Passons maintenant (sans transition, str. CXXIX) aux cinq sens de l’homme, qui devraient être ses serviteurs et dont il fait, trop souvent, ses maîtres.
Par ses cinq sens l’homme «gouste, touche, flaire, ot et voit» (CXXXI, 2).
L’œil éveille les tentations, comme le prouve l’histoire de ce cordonnier romain qui, convoitant une jolie dame qu’il avait vue passer, se creva l’œil de son alène[442].
L’oreille accueille trop volontiers les mauvaises nouvelles, ce qui incite à les répandre.

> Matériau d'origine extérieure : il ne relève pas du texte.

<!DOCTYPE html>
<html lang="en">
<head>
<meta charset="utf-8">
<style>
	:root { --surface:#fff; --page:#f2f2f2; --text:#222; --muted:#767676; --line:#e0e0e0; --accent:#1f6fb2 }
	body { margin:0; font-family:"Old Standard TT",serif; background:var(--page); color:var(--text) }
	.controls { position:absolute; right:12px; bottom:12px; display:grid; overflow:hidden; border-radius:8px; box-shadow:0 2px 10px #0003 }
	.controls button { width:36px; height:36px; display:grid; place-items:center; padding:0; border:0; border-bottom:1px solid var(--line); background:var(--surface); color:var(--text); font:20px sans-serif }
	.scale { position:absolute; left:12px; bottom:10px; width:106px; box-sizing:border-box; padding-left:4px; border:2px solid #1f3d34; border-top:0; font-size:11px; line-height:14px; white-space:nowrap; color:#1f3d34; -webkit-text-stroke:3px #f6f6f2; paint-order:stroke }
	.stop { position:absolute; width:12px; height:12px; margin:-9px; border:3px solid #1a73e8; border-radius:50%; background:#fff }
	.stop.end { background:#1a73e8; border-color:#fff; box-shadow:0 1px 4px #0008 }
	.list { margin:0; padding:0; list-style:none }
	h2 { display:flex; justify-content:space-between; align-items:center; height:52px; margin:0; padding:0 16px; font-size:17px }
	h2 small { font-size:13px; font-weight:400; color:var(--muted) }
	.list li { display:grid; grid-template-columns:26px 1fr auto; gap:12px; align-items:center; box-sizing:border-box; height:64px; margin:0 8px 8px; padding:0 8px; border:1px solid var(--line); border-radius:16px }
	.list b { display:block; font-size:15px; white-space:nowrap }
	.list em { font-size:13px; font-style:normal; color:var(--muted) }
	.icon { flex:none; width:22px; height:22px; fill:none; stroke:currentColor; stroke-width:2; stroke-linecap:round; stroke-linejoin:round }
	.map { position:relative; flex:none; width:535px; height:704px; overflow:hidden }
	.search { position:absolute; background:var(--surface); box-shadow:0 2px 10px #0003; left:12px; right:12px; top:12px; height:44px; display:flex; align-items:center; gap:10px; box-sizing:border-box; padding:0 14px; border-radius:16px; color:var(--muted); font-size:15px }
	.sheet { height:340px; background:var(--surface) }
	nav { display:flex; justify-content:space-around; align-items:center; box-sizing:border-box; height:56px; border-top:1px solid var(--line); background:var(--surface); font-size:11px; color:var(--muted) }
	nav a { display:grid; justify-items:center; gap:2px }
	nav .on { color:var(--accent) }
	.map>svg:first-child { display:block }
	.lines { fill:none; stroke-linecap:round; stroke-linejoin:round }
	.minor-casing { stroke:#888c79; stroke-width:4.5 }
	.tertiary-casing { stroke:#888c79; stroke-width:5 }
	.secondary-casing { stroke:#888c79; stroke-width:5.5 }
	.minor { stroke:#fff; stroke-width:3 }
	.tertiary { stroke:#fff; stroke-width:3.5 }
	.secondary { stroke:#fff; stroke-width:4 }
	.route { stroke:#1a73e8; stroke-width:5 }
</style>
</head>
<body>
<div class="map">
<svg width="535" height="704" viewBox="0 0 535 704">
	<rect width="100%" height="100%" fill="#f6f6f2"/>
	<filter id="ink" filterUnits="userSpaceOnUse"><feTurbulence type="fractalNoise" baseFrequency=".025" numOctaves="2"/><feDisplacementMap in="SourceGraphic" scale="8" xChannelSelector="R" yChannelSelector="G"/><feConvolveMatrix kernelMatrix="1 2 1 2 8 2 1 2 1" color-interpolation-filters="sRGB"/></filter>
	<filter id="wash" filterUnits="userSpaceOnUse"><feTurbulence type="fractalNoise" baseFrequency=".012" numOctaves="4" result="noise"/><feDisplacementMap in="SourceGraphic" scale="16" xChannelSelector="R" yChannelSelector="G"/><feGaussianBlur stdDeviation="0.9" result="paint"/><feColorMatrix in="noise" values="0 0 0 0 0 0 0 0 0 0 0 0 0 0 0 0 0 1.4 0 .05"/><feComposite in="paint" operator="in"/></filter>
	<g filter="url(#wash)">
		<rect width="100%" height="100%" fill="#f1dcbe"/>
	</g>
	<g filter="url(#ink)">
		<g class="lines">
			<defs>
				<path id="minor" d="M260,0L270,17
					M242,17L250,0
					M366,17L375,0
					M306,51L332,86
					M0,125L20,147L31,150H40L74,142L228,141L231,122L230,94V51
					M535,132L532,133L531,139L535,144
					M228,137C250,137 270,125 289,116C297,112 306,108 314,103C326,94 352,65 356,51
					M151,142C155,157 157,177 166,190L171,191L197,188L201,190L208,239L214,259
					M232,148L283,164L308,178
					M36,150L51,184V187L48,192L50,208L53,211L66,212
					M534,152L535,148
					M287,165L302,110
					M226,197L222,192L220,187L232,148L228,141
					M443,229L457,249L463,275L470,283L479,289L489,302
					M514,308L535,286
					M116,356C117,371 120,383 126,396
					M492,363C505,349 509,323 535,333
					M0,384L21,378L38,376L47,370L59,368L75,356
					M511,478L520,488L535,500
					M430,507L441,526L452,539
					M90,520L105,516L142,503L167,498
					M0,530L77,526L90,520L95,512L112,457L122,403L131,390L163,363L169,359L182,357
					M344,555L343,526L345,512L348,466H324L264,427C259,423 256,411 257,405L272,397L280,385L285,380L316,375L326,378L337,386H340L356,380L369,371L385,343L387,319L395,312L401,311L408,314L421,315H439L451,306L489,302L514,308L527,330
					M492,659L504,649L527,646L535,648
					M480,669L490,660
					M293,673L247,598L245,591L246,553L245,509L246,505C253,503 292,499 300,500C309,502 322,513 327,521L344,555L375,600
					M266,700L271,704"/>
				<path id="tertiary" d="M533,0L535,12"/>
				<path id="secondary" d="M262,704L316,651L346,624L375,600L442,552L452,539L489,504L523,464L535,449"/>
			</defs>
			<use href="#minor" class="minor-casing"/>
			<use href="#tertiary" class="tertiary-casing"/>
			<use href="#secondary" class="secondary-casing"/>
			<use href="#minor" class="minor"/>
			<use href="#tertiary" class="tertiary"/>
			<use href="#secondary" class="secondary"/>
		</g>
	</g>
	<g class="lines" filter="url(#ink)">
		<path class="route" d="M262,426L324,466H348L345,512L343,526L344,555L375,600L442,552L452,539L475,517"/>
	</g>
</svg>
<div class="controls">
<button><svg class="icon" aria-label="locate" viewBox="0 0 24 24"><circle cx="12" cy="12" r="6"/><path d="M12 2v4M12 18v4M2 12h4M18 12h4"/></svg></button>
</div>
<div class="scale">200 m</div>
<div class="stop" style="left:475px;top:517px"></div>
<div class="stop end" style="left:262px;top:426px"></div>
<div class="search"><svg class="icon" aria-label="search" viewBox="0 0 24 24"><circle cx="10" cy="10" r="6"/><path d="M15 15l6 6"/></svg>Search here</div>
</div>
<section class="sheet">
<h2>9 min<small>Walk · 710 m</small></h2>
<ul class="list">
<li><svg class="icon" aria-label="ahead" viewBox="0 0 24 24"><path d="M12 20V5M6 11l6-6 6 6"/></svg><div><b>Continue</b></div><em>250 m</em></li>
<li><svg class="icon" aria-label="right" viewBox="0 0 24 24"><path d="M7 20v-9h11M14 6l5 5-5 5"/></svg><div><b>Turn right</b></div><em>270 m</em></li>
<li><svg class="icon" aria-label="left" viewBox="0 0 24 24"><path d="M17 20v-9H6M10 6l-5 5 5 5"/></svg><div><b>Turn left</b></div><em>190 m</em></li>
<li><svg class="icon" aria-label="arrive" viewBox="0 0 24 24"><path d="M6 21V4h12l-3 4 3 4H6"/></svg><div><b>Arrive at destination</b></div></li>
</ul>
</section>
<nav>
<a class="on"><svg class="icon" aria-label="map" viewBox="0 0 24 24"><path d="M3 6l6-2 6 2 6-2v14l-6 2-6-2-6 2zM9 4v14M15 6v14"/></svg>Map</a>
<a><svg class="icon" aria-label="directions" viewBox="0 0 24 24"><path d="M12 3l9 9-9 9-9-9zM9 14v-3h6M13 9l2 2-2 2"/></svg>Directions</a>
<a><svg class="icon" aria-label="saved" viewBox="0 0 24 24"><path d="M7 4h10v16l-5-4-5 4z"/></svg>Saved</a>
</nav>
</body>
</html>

Le nez, surnommé ici Espiehaste (Guette-rôti), jouit légitimement de l’odeur des lys, des roses et des épices, «por santé et por medechine»; mais c’est un abus de parfumer les robes à l’ambre. Ne pas se laisser mener par son nez, comme Merlin qui se fit prendre, attiré par l’odeur de la cuisine[443].
Le goût, surnommé Gastebien, fait beaucoup du mal aux gens, en particulier aux moines, qui mordent aux meilleurs morceaux et qui «boivent bien et souvent».
Il est essentiel de savoir se servir du goût. Combien faut-il manger? «Moins ke plus ou k’assés», car Cars bien norrie se revele.—Que faut-il manger? Ce qui se présente; «Nature soit ta consilliere».—Quand faut-il manger? «A la droite houre».—Pourquoi? Pour te permettre de servir Dieu; il est, par conséquent, contre la foi de jeûner à l’excès[446].—Il faut, enfin, manger du fruit de son travail, comme saint Paul l’a prescrit quand il a dit: «Ne goust qui ne laboure». Ne pas croire, d’ailleurs, que les clercs et les chevaliers ne travaillent pas. Ils travaillent comme les autres s’ils s’acquittent en vérité des devoirs de leur vocation:
Les marchands aussi travaillent; ils souffrent le chaud et le froid; manger leur est donc permis. Mais non pas aux jongleurs[447].